1. Sozialversicherungspflicht einer Musikschullehrerin an städtischer Musikschule
Die Abgrenzung zwischen abhängiger Beschäftigung und selbstständiger Tätigkeit ist ein „juristisches Dauerthema”. Eine rechtlich fehlerhafte Abwicklung des Vertragsverhältnisses kann für die Beteiligten zu erheblichen wirtschaftlichen Nachteilen führen, v.a. infolge nachträglicher Erhebung von Sozialversicherungsbeiträgen (s. auch unten Hinweis Nr. 2).

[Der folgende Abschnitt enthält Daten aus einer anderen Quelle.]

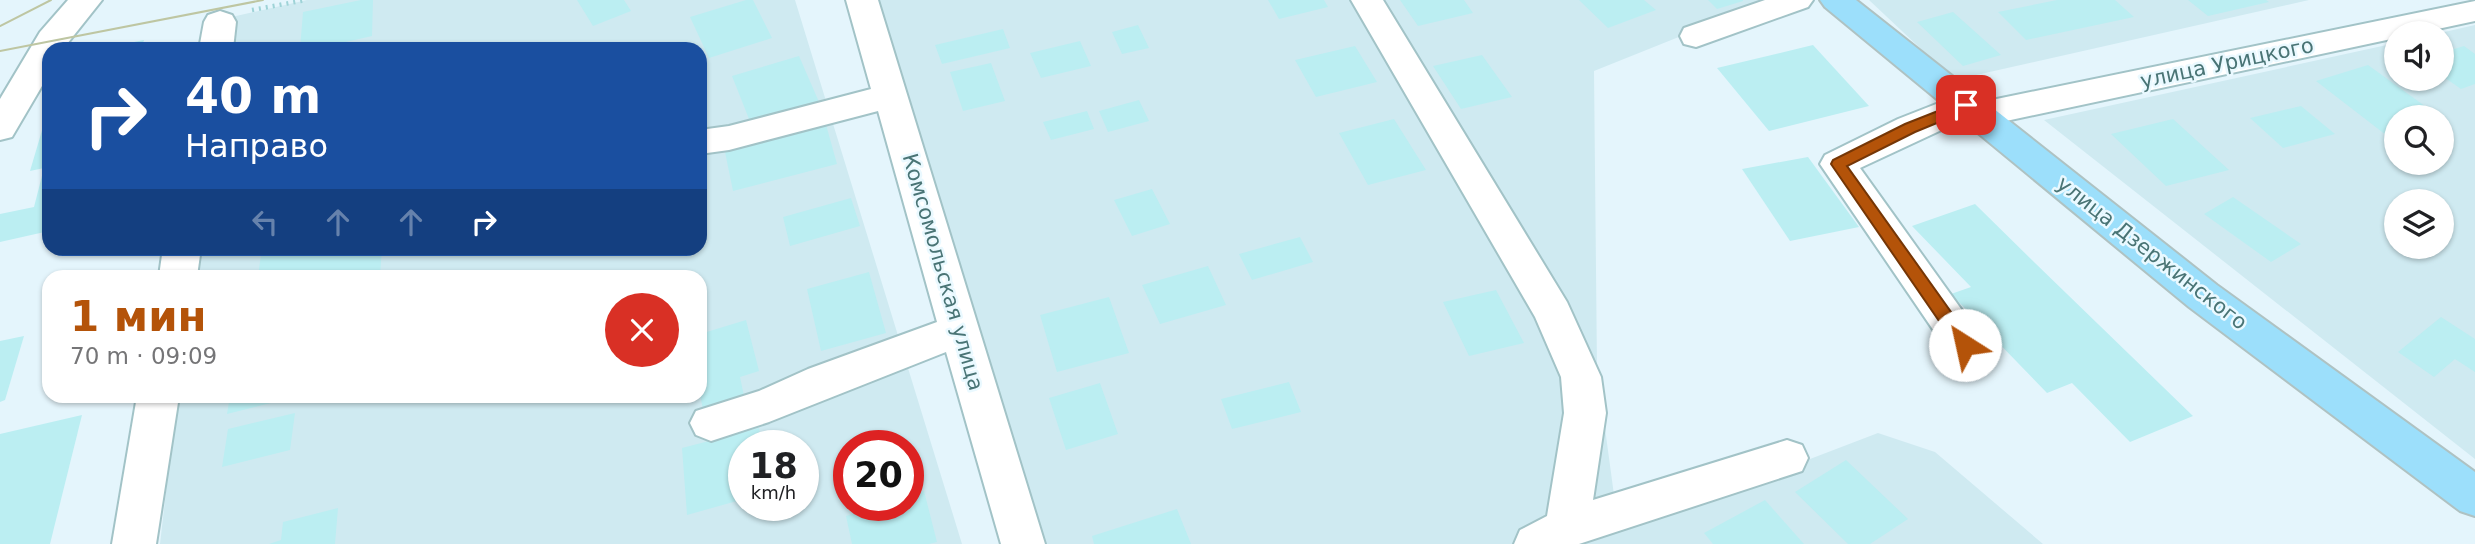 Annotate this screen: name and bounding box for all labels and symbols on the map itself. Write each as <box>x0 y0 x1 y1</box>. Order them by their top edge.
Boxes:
street label: улица Урицкого <box>2138 33 2316 93</box>
pin <box>1936 75 1996 135</box>
street label: Комсомольская улица <box>898 151 988 393</box>
street label: улица Дзержинского <box>2052 171 2252 335</box>
position arrow <box>1928 308 2002 382</box>
speed limit sign: 20 <box>833 430 924 521</box> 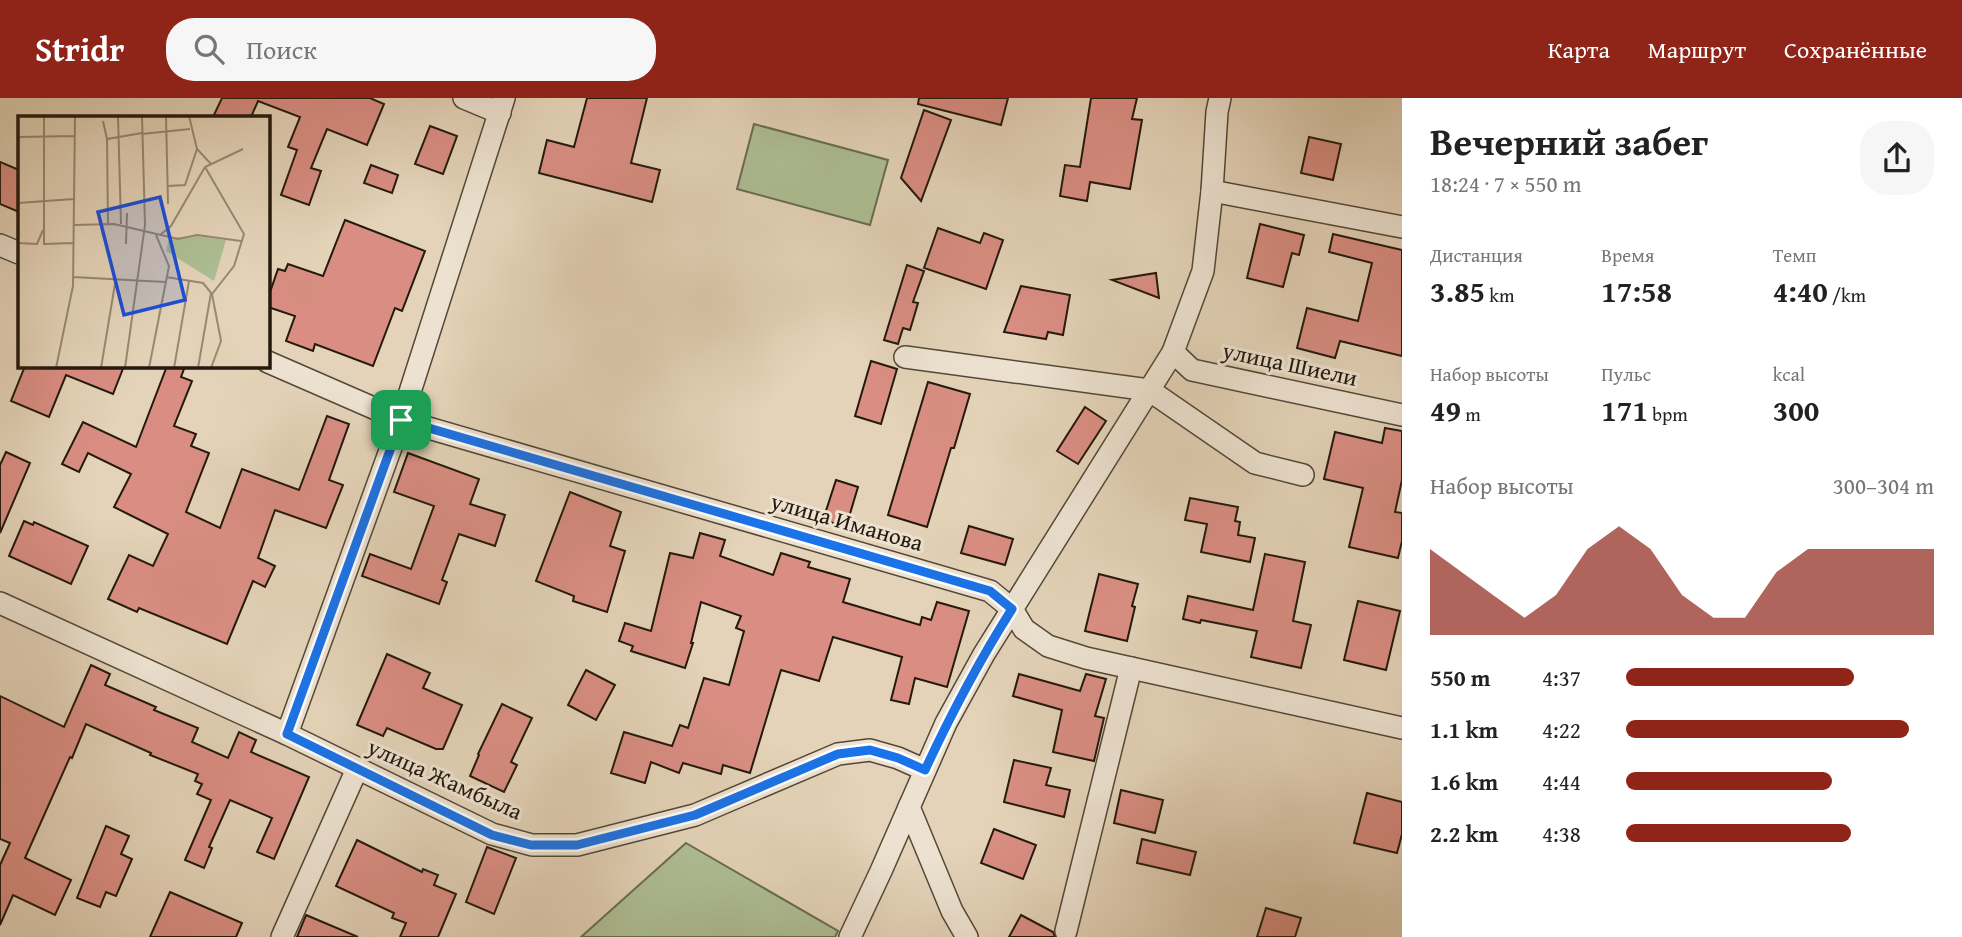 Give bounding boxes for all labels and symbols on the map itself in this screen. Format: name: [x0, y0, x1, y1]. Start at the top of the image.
inset map: [18, 116, 270, 368]
street label: улица Шиели: [1219, 333, 1361, 394]
pin: [371, 390, 431, 450]
street label: улица Иманова: [766, 484, 927, 559]
street label: улица Жамбыла: [362, 729, 528, 827]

Ob jemand beschäftigt oder selbstständig tätig ist, richtet sich danach, welche Umstände das Gesamtbild der Vertragsleistung prägen und hängt davon ab, welche Merkmale überwiegen. Die Zuordnung einer Tätigkeit nach deren Gesamtbild zum rechtlichen Typus der Beschäftigung oder selbstständigen Tätigkeit setzt voraus, dass alle nach Lage des Einzelfalls als Indizien in Betracht kommenden Umstände festgestellt, in ihrer Tragweite zutreffend erkannt und gewichtet, in die Gesamtschau mit diesem Gewicht eingestellt und nachvollziehbar, d.h. den Gesetzen der Logik entsprechend und widerspruchsfrei gegeneinander abgewogen werden (s. hierzu bereits Sartorius, ZAP F. 18, 1615 ff. und Sartorius/Winkler, ZAP F. 18, 1754 ff. und BSG v. 1.2.2022 – B 12 KR 377/19, Rn 12). Am 14.3.2018 – 12 R 3/17 R – hat das BSG die Beauftragung eines kommunalen Musikschul-Gitarrenlehrers auf honorarvertraglicher Grundlage gebilligt und hierbei dem Aspekt der Vertragsgestaltung – wenn diese „gelebt” wird – größere Bedeutung als in der Vergangenheit beigemessen (Sartorius/Winkler, ZAP F. 18, 1617 f.). Ebenso hat das BAG (v. 21.11.2017 – 9 AZR 117/17, NJW 2018, 1194) einen Musikschullehrer als selbstständig Tätigen angesehen.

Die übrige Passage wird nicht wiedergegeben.